Americans who can't afford coverage will finally get their fair share.

But what's missing, tragically, is a diagnosis of the real, far more

fundamental problem, which is that what's even worse than its stratospheric cost

is the fact that American health care doesn't fulfill its prime directive

-- it does not help people become or stay healthy. It's not a health care

system at all; it's a disease management system, and making the current

system cheaper and more accessible will just spread the dysfunction more

broadly.

It's impossible to make our drug-intensive, technology-centric, and

corrupt system affordable. Consider that Americans spent $8.4 billion on

medicine

in 1950, vs. an astonishing 2.3 trillion in 2007. That's $30,000 annually

for a family of four. The bloated structure of endless, marginal-return

tests; patent-protected drugs and " heroic " surgical interventions for

virtually every health problem simply can't be made much cheaper due to its

very

nature. Costs can only be shifted in various unpalatable ways.

So, a far more salient question that must be addressed is: Are we getting

good health for our trillions? Unfortunately, the answer is a resounding,

" No. " The U.S. ranked near the very bottom of the top 40 nations -- below

Columbia, Chile, Costa Rica and Dominica -- in a rating of health systems by

the World Health Organization in 2000. In short, we pay about twice as much

per capita for our health care as does the rest of the developed world, and

we have almost nothing to show for it.

I'm not against high-tech medicine. It has a secure place in the diagnosis

and treatment of serious disease. But our health care professionals are

currently using it for everything, and the cost is going to break us.

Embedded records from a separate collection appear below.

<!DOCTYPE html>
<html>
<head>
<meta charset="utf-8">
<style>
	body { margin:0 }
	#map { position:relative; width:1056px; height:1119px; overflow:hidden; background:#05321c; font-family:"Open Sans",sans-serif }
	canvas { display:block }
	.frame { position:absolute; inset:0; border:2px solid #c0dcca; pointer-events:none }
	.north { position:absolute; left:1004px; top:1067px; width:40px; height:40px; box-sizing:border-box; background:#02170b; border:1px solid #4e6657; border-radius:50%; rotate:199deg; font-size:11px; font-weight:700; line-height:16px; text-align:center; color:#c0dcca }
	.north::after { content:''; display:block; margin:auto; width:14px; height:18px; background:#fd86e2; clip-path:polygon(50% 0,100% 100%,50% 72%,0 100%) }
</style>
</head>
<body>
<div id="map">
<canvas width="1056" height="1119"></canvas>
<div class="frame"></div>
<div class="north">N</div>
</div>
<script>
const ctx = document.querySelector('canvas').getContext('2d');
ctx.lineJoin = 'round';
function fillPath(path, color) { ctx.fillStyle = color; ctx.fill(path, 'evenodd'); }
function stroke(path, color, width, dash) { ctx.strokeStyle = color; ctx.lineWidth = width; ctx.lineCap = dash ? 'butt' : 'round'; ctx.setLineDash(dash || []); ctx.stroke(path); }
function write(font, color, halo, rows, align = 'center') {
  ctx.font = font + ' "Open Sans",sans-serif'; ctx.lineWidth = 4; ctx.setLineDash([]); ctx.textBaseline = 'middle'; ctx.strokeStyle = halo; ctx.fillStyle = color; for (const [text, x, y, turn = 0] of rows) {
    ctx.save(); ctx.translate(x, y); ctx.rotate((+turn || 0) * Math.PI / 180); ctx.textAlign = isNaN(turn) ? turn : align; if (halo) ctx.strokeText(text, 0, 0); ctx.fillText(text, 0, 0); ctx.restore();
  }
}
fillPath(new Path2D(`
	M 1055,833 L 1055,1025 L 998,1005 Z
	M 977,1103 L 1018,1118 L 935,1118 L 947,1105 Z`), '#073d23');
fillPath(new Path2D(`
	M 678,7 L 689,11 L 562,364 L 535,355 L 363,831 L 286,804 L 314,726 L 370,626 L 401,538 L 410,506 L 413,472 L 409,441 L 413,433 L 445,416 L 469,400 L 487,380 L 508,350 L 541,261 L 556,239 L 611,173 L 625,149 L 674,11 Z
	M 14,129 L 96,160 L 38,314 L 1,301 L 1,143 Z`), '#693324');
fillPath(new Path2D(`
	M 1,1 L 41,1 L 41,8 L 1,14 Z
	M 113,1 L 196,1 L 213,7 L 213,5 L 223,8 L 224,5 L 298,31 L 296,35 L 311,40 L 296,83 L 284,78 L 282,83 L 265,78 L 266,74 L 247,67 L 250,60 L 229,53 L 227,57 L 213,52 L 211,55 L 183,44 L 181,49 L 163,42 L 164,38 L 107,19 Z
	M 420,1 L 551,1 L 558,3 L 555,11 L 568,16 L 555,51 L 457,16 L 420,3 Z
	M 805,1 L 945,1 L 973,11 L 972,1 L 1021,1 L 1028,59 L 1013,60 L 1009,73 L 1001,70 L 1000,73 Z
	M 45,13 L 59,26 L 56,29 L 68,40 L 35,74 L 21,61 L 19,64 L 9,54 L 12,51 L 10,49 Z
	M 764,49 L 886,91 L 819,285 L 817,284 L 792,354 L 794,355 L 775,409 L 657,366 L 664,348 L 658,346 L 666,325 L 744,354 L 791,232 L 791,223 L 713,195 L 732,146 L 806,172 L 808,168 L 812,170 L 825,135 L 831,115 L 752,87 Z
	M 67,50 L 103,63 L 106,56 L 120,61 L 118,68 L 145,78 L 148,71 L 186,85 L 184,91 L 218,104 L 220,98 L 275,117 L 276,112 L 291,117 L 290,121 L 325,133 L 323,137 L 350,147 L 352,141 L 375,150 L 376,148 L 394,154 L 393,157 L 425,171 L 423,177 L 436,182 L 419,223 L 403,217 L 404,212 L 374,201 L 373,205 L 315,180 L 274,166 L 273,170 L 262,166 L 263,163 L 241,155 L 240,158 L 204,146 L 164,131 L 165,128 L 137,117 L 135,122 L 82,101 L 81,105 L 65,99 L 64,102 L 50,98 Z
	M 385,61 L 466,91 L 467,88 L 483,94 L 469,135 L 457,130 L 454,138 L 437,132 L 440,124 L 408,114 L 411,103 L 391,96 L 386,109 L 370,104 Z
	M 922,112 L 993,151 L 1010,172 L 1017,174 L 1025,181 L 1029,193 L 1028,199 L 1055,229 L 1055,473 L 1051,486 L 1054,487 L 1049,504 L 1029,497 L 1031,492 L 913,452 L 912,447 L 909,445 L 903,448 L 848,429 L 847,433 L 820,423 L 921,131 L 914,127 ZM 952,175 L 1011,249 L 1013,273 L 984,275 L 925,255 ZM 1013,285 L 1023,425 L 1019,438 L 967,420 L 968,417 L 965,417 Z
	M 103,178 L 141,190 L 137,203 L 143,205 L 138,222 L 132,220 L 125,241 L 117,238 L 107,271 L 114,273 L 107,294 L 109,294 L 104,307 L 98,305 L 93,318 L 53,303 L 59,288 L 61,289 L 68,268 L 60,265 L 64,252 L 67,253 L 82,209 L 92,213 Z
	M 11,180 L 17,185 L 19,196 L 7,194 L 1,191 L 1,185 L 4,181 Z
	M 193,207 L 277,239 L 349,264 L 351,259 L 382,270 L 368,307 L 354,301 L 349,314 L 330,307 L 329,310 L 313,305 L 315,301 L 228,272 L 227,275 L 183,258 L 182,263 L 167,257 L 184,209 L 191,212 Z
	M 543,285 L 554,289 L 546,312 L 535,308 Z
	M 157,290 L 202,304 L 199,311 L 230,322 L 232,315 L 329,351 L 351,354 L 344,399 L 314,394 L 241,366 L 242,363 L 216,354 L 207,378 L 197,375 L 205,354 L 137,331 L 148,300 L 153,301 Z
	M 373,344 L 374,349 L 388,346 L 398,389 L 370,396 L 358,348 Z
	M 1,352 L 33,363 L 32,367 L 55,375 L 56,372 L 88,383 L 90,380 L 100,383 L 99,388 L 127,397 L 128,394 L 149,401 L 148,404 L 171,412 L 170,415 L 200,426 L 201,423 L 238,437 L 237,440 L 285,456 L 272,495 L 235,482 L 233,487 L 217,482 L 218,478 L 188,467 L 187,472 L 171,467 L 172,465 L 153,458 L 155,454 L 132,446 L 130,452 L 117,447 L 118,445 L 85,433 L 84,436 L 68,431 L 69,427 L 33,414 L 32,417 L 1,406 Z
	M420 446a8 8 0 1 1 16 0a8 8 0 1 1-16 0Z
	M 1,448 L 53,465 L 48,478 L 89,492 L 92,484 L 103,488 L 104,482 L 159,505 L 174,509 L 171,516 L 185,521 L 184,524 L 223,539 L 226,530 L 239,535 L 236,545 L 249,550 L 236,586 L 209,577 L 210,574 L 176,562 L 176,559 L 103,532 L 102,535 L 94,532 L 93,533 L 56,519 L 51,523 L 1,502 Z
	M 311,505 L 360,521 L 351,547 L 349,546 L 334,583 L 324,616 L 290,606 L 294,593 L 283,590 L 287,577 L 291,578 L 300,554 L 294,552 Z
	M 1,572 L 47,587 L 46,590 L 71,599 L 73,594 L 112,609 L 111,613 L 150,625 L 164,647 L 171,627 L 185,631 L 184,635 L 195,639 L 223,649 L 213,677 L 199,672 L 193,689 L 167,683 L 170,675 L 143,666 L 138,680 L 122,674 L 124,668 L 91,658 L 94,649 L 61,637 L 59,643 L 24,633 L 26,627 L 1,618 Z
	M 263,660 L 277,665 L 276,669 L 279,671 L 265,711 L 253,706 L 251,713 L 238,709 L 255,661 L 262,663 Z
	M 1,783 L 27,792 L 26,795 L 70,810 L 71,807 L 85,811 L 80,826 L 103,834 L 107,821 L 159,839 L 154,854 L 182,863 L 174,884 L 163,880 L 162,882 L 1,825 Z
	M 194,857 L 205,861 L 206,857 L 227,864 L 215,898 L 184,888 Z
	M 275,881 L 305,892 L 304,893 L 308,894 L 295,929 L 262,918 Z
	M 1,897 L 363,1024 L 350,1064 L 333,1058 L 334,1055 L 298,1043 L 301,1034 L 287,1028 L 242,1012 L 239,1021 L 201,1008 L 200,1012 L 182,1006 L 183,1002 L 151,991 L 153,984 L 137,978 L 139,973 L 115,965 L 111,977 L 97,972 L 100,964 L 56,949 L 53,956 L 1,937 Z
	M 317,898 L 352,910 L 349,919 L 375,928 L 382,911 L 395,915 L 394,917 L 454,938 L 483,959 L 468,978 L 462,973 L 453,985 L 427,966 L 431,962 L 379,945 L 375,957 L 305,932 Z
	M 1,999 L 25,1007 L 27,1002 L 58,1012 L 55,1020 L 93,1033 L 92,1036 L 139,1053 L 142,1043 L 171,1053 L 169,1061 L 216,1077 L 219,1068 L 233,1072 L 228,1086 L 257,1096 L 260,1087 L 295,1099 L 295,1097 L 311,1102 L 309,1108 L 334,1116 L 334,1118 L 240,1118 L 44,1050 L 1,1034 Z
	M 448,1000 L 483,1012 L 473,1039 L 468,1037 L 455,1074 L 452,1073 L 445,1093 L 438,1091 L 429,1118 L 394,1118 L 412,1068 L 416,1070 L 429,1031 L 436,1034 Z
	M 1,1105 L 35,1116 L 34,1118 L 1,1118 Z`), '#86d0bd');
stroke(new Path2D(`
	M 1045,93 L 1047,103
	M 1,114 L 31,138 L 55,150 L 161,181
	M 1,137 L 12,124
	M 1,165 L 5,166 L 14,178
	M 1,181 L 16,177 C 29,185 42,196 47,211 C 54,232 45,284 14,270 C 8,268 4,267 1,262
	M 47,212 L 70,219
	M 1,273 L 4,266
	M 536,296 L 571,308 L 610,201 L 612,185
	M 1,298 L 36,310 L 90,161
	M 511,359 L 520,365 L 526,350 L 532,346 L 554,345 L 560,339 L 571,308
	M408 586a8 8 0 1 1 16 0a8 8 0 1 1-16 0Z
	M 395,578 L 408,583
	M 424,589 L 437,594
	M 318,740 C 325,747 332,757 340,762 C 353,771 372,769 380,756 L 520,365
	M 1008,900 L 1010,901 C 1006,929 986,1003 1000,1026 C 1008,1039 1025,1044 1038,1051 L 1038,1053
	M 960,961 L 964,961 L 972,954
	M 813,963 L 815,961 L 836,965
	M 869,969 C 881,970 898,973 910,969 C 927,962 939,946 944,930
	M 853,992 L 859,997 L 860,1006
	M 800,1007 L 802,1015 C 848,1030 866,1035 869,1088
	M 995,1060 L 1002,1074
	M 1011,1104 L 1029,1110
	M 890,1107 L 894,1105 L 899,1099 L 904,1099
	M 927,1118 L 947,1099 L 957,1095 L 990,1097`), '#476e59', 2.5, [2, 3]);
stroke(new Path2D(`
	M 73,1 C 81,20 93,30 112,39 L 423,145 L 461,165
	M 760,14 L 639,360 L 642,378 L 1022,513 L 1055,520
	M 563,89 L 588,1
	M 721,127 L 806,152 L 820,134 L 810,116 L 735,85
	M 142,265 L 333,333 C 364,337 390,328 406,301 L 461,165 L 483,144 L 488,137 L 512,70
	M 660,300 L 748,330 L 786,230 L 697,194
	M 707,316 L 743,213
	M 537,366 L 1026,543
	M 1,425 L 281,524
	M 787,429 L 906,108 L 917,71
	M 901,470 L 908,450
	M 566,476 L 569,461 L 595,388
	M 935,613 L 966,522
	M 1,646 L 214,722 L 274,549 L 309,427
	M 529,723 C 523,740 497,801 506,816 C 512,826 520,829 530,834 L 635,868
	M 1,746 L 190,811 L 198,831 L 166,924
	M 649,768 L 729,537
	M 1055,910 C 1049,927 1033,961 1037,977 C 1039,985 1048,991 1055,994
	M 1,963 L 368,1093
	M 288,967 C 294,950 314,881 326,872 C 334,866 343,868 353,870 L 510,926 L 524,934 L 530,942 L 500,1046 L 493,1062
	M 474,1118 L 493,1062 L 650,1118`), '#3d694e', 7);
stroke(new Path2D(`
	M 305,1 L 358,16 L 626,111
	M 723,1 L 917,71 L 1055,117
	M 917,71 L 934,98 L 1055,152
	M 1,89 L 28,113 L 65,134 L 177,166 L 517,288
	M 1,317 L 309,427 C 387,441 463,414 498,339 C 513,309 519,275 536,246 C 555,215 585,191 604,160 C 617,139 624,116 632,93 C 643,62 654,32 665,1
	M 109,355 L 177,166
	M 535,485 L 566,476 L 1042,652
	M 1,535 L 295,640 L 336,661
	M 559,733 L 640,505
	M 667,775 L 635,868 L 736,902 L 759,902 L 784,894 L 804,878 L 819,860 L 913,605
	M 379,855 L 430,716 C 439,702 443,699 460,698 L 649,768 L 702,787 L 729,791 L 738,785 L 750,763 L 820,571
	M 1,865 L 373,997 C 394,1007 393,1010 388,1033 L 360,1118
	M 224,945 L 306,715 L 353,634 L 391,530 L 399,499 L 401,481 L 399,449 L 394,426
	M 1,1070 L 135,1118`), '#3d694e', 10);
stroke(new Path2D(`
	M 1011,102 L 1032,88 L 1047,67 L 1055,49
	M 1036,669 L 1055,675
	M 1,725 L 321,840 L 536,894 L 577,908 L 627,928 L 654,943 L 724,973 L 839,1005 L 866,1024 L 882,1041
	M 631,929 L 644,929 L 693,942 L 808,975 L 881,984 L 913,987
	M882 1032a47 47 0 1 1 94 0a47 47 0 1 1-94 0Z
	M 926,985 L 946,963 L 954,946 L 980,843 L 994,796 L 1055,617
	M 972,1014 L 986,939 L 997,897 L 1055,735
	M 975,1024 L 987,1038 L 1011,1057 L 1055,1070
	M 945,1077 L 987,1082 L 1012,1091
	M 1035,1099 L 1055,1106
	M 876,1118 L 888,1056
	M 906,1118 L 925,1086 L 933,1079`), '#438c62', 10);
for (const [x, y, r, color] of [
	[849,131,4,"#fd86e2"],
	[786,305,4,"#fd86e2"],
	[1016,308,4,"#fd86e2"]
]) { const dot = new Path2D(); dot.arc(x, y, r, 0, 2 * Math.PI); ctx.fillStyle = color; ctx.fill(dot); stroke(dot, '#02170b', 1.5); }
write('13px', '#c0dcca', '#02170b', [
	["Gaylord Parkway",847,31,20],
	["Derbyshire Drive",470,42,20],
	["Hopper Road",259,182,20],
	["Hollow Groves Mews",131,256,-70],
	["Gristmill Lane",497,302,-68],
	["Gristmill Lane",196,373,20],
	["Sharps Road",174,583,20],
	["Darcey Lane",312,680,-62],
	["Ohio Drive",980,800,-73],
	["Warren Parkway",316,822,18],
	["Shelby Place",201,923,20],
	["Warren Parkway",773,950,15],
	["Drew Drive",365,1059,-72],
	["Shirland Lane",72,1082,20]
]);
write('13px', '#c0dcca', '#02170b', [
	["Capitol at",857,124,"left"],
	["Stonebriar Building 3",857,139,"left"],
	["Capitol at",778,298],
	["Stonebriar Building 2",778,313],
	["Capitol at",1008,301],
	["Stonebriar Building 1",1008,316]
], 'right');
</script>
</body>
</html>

In the future, this kind of medicine must be limited to those cases in

which it is clearly indicated: trauma, acute and critical conditions, disease

involving vital organs, etc. It should be viewed as a specialized form of

medicine, perhaps offered only in major centers serving large populations.

Most cases of disease should be managed in other, more affordable ways.

Functional, cost-effective health care must be based on a new kind of

medicine that relies on the human organism's innate capacity for

self-regulation

and healing. It would use inexpensive, low-tech interventions for the

management of the commonest forms of disease. It would be a system that puts

the

health back into health care. And it would also happen to be far less

expensive than what we have now.

If we can make the correct diagnosis, the healing can begin. If we can't,

both our personal health and our economy are doomed.

Politicians aren't going to resolve this issue overnight. Any health care

reform bill that gets jammed through Congress in the next month or two will

be dangerously flawed. Washington needs to take a step back and re-examine

the entire task with an eye toward achieving the most effective solution,

not the cheapest and most expeditious.